Les Pays-Bas ont annoncé que les actions au porteur devraient s'échanger par l'entremise d'une banque ou d'une société de placement, ce qui aurait pour effet d'éliminer l'anonymat du porteur et de décourager l'utilisation des actions à des fins frauduleuses. En outre, les actionnaires disposent de deux ans pour inscrire leurs actions auprès d'un intermédiaire désigné par la société.
    De plus:
À l'expiration de cette période de deux ans, les actions seront annulées et les sociétés devront en verser la valeur dans une caisse de dépôt surveillée par le ministère des Finances.

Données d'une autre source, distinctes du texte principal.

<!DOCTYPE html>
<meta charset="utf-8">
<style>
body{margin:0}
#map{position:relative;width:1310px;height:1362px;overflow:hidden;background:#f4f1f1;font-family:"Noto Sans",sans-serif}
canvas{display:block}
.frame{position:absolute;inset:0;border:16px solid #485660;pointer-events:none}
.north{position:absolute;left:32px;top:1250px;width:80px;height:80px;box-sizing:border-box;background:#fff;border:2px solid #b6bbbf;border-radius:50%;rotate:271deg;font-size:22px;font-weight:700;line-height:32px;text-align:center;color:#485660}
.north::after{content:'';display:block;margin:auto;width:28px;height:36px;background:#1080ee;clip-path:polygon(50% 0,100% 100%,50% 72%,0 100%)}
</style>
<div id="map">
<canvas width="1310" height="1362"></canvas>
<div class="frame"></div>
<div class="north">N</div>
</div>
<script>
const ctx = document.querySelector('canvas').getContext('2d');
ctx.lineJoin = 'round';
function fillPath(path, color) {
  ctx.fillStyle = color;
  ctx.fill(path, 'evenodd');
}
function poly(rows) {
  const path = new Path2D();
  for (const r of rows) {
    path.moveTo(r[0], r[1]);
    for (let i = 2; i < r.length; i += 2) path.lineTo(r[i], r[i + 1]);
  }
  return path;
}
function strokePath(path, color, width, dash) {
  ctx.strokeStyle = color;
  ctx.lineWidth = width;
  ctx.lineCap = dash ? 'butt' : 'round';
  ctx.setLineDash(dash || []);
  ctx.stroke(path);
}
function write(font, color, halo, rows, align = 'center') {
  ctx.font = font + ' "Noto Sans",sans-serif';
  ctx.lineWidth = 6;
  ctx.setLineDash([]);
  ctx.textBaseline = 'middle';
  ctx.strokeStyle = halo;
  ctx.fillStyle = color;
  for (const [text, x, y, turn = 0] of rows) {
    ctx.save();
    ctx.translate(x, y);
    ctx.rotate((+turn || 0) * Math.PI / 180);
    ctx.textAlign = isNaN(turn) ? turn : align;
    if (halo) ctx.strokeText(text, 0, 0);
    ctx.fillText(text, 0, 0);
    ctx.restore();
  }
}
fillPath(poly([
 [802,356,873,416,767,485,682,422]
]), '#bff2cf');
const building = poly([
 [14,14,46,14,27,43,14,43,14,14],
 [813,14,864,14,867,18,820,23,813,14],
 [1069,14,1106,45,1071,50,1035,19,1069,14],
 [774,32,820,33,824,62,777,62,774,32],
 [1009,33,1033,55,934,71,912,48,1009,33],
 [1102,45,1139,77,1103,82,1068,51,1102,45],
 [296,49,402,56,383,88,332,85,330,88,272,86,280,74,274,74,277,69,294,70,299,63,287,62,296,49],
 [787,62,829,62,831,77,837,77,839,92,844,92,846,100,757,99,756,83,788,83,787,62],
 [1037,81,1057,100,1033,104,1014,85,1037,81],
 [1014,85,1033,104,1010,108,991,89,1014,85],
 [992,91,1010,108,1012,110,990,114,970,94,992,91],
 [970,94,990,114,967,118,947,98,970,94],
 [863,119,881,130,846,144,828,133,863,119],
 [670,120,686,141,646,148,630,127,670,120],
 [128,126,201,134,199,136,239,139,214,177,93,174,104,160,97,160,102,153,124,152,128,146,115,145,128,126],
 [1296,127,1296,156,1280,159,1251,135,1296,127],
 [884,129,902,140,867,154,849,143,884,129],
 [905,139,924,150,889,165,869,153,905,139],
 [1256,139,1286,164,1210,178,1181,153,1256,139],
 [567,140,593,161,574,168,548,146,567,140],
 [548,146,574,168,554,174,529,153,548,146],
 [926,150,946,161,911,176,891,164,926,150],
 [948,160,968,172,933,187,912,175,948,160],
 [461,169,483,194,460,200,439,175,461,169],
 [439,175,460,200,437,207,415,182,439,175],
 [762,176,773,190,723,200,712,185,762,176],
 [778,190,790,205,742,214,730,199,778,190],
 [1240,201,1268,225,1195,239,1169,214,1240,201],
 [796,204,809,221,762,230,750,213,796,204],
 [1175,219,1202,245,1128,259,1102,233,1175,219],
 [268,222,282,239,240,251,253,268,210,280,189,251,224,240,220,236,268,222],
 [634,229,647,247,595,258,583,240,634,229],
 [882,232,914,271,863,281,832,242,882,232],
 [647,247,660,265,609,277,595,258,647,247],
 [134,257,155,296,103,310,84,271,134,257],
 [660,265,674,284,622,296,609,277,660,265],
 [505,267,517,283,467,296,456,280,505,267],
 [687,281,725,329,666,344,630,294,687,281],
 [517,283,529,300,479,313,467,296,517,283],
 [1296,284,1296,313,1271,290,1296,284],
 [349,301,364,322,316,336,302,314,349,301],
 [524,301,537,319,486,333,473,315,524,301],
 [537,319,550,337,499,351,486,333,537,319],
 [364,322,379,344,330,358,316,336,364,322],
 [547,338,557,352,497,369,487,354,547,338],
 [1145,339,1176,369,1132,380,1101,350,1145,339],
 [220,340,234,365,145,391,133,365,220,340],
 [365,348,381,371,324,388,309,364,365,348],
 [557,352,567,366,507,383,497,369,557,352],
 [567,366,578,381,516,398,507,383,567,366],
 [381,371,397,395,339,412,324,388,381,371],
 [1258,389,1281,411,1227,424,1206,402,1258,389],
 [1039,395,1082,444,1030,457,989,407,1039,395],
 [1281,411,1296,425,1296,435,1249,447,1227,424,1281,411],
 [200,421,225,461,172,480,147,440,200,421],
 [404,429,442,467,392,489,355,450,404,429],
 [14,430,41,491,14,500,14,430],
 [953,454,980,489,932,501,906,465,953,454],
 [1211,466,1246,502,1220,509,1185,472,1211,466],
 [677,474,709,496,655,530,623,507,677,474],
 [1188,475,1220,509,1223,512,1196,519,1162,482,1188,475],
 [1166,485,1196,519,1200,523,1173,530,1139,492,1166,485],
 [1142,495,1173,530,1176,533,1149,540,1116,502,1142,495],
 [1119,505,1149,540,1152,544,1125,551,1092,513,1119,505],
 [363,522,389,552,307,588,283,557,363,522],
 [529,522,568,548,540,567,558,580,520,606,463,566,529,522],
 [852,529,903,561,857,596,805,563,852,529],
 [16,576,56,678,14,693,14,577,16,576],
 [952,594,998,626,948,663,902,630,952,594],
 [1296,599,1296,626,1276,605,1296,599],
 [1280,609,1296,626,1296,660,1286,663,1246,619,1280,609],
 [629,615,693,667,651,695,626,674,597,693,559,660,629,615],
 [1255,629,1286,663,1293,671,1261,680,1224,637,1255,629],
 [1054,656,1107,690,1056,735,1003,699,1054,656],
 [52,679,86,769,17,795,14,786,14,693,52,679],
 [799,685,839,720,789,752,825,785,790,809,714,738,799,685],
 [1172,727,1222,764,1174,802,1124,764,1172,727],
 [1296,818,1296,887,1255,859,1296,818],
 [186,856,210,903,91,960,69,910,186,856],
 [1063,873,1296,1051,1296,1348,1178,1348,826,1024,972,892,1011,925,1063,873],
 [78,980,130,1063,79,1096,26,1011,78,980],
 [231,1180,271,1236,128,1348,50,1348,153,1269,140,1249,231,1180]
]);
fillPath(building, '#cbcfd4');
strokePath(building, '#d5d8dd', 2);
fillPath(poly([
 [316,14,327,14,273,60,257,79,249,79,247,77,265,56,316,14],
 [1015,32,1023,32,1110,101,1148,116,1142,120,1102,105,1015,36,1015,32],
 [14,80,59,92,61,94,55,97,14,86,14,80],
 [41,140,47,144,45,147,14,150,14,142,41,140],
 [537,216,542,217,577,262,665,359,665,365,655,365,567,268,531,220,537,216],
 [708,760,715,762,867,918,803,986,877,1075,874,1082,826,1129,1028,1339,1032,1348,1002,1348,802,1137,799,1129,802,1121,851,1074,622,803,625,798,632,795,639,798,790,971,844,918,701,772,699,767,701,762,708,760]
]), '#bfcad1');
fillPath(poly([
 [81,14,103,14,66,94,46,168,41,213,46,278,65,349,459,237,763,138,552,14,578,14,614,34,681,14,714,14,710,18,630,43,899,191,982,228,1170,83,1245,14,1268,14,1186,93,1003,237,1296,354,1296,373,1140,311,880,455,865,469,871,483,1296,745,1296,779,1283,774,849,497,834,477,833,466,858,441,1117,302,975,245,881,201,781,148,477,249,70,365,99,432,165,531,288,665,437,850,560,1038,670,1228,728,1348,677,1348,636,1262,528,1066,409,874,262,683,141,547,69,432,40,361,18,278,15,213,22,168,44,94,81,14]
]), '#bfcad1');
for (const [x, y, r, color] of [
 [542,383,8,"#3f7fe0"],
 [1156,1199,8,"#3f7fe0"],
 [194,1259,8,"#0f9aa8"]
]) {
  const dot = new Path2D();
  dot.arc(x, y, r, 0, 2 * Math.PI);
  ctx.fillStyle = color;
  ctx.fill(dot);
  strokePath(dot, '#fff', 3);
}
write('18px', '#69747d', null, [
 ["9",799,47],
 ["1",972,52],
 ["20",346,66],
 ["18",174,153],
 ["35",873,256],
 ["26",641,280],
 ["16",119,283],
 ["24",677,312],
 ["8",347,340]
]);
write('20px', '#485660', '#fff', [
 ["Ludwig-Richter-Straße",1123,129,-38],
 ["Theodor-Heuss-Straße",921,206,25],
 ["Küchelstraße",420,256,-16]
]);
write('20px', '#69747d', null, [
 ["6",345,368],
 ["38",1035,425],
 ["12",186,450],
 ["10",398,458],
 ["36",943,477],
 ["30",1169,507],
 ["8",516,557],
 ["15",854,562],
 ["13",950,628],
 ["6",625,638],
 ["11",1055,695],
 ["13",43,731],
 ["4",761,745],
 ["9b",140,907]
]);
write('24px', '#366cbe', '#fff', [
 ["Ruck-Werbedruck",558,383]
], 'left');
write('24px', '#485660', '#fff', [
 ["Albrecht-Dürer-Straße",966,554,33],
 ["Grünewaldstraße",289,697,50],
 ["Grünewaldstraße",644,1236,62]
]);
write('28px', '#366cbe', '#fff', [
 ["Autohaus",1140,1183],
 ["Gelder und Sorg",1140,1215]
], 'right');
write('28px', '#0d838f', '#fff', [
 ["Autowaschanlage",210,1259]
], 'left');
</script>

Les actionnaires souhaitant racheter leurs actions devront s'adresser à ce dernier.

[Français]

    Une période de grâce comme celle-ci pour permettre la transition serait souhaitable.
    Je vous remercie beaucoup.
    Ma dernière question s'adresse à l'Association des banquiers canadiens.
    Vous avez entendu les préoccupations de la GRC et du CANAFE, concernant la technologie de la chaîne de blocs. On dit qu'il est difficile de réglementer les transactions qui se font par l'entremise de cette technologie. C'est leur point de vue.
    Quel est le vôtre?

[Traduction]

    Les chaînes de blocs adoptent diverses formes. Rappelez-vous d'abord qu'il s'agit habituellement d'un mécanisme décentralisé qui existe non seulement au Canada, mais peut-être dans le monde entier. Dans d'autres cas, le réseau de chaînes de blocs peut être plus circonscrit ou entièrement centralisé et contrôlé. Selon les aspects et des utilisations dont il est particulièrement question, les risques, la capacité de surveiller ces derniers et le degré de chiffrement et d'obscurcissement varient considérablement. Il y a constamment de l'innovation et des changements dans ce domaine.
    Il n'existe pas d'approche uniforme à l'égard de cette technologie, qui exige qu'on réfléchisse autrement.

[Français]

    Je vous remercie.

[Traduction]

    Merci à tous.
    Comme quelqu'un l'a souligné, nos travaux se fondent sur le document de travail du ministère des Finances. Le Comité espère terminer ses audiences d'ici juin et présentera son rapport à l'automne. Si vous avez d'autres idées, communiquez-les à notre greffier. Si vous répondez au document de travail du ministère des Finances, il pourrait également nous être utile de voir cette réponse.
    Sur ce, nous vous remercions de vos exposés.
    Les membres du Comité se reverront, mais nous ne savons pas où. Est-ce que ce sera à London ou à Ottawa? C'est à vous d'en décider.
    Un député: À London, en Ontario?
    À Paris?
    Merci.
    La séance est levée.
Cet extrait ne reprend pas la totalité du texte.